**Supplied data**
----------
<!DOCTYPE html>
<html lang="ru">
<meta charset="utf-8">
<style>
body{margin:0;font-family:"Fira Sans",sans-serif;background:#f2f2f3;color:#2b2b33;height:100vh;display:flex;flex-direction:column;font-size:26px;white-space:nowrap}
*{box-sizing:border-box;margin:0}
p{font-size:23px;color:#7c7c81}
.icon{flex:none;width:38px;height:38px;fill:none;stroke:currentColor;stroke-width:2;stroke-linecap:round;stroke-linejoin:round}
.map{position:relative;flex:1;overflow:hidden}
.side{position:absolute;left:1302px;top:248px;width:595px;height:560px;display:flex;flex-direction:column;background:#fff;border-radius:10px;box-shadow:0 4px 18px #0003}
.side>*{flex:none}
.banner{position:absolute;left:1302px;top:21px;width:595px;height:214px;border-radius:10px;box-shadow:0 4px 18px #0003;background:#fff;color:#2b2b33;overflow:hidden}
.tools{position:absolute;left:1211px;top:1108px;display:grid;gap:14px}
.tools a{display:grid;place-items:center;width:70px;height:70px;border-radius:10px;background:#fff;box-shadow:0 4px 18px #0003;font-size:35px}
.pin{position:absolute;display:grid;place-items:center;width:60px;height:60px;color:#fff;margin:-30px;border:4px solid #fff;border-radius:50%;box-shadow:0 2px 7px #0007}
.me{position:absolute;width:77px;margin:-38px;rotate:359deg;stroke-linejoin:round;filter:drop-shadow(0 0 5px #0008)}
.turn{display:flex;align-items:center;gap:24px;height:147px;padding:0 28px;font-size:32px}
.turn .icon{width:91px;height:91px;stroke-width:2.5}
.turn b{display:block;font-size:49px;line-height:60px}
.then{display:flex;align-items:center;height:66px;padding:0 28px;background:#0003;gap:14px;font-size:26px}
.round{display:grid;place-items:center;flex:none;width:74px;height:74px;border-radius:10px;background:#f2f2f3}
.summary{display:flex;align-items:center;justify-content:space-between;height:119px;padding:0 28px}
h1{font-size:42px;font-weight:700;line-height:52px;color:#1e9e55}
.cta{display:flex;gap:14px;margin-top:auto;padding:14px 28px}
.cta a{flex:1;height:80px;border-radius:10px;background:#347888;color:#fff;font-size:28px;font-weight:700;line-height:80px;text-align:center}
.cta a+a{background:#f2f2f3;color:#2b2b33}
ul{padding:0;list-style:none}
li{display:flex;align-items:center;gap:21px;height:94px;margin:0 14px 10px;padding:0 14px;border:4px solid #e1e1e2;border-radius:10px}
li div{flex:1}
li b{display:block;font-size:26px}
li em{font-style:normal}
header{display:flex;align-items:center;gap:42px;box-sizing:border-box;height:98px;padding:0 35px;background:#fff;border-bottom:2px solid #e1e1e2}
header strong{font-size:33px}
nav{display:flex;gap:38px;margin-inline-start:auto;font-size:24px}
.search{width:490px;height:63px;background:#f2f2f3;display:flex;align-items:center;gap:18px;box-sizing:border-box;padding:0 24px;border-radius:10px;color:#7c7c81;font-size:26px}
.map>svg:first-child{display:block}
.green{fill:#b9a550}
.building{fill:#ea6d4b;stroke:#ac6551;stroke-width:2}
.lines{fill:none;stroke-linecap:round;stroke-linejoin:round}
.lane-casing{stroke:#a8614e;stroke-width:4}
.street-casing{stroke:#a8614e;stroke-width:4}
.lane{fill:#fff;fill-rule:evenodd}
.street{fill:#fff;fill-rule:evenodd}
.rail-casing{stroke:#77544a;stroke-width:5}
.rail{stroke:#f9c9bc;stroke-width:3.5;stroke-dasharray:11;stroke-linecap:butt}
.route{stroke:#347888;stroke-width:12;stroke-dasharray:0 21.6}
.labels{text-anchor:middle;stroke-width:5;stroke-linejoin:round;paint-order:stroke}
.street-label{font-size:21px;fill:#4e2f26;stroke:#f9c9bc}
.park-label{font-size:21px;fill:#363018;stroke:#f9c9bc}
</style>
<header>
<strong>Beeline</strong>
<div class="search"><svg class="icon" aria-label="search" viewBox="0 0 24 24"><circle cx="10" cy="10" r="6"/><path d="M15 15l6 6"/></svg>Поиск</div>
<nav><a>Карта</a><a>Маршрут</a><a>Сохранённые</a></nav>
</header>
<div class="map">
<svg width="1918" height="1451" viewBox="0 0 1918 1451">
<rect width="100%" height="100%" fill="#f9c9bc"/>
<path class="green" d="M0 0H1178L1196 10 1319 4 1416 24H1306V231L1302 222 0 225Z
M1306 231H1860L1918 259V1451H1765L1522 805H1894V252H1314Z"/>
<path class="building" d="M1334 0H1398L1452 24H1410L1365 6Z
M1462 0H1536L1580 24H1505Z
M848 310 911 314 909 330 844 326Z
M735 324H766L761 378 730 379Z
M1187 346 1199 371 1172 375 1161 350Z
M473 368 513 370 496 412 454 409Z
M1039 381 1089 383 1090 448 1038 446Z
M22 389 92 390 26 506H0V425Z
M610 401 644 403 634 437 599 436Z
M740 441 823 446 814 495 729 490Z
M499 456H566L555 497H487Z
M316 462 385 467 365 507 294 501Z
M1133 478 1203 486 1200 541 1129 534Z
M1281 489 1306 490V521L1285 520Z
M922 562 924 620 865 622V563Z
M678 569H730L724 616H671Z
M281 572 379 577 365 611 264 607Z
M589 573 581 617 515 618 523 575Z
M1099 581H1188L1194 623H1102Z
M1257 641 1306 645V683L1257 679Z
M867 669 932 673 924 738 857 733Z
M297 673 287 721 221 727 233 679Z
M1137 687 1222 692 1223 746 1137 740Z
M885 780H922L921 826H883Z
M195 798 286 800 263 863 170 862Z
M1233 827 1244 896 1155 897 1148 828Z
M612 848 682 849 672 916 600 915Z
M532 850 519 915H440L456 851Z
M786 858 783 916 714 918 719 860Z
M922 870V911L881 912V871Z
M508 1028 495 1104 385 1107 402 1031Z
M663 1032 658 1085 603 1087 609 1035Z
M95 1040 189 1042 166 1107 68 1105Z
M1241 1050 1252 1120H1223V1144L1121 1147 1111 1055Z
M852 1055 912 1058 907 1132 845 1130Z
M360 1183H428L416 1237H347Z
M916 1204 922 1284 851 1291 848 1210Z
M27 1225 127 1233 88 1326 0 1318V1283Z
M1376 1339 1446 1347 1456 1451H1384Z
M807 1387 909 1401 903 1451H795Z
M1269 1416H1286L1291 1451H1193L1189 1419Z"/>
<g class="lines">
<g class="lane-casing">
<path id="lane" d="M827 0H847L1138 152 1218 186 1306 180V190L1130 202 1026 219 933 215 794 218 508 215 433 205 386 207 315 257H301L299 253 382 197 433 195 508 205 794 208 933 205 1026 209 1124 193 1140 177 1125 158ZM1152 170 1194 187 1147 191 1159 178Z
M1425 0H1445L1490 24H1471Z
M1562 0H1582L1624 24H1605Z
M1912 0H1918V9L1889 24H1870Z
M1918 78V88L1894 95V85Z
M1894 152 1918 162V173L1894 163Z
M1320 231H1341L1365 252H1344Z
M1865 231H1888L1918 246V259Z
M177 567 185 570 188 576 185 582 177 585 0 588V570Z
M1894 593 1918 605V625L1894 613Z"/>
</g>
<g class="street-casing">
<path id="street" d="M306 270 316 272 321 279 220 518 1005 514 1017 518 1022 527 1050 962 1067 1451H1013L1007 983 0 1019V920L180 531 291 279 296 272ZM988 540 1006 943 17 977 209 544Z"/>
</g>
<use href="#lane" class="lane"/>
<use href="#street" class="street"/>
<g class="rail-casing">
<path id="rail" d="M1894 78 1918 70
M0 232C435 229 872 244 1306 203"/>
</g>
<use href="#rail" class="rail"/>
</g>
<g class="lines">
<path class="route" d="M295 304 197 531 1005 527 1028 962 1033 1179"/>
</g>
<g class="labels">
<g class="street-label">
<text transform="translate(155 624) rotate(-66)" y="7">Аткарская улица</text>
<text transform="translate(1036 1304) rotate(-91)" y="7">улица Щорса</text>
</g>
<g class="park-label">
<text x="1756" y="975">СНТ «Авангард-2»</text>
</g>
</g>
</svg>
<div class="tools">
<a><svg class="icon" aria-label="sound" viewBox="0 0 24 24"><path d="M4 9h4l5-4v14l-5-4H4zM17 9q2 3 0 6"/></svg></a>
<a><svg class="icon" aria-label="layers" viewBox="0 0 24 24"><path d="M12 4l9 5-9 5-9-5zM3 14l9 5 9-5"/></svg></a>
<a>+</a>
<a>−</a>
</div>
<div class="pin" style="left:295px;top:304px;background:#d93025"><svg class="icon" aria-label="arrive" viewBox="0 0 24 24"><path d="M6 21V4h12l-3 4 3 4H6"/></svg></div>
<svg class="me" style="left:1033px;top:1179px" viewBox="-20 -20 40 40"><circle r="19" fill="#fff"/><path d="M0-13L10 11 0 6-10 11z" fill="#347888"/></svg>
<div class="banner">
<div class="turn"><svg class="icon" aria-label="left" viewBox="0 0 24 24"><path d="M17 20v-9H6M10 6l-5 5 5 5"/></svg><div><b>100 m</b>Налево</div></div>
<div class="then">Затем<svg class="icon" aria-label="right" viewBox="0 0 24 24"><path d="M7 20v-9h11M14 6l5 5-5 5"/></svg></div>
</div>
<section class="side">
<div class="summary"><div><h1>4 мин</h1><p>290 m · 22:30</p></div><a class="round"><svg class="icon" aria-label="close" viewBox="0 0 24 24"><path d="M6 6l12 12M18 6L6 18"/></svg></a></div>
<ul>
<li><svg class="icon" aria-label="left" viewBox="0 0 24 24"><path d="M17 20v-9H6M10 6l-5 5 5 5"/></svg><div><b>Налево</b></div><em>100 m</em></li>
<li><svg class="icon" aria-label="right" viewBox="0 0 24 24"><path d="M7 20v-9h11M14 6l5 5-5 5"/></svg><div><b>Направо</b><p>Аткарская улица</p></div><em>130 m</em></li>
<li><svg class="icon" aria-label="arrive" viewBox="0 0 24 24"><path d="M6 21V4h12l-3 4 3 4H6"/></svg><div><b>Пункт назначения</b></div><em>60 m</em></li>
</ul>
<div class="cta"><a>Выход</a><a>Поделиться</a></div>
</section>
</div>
----------
**Task to carry out**
Tell how many lines above hold "hidden", nothing more.

**Answer to this exercise**
2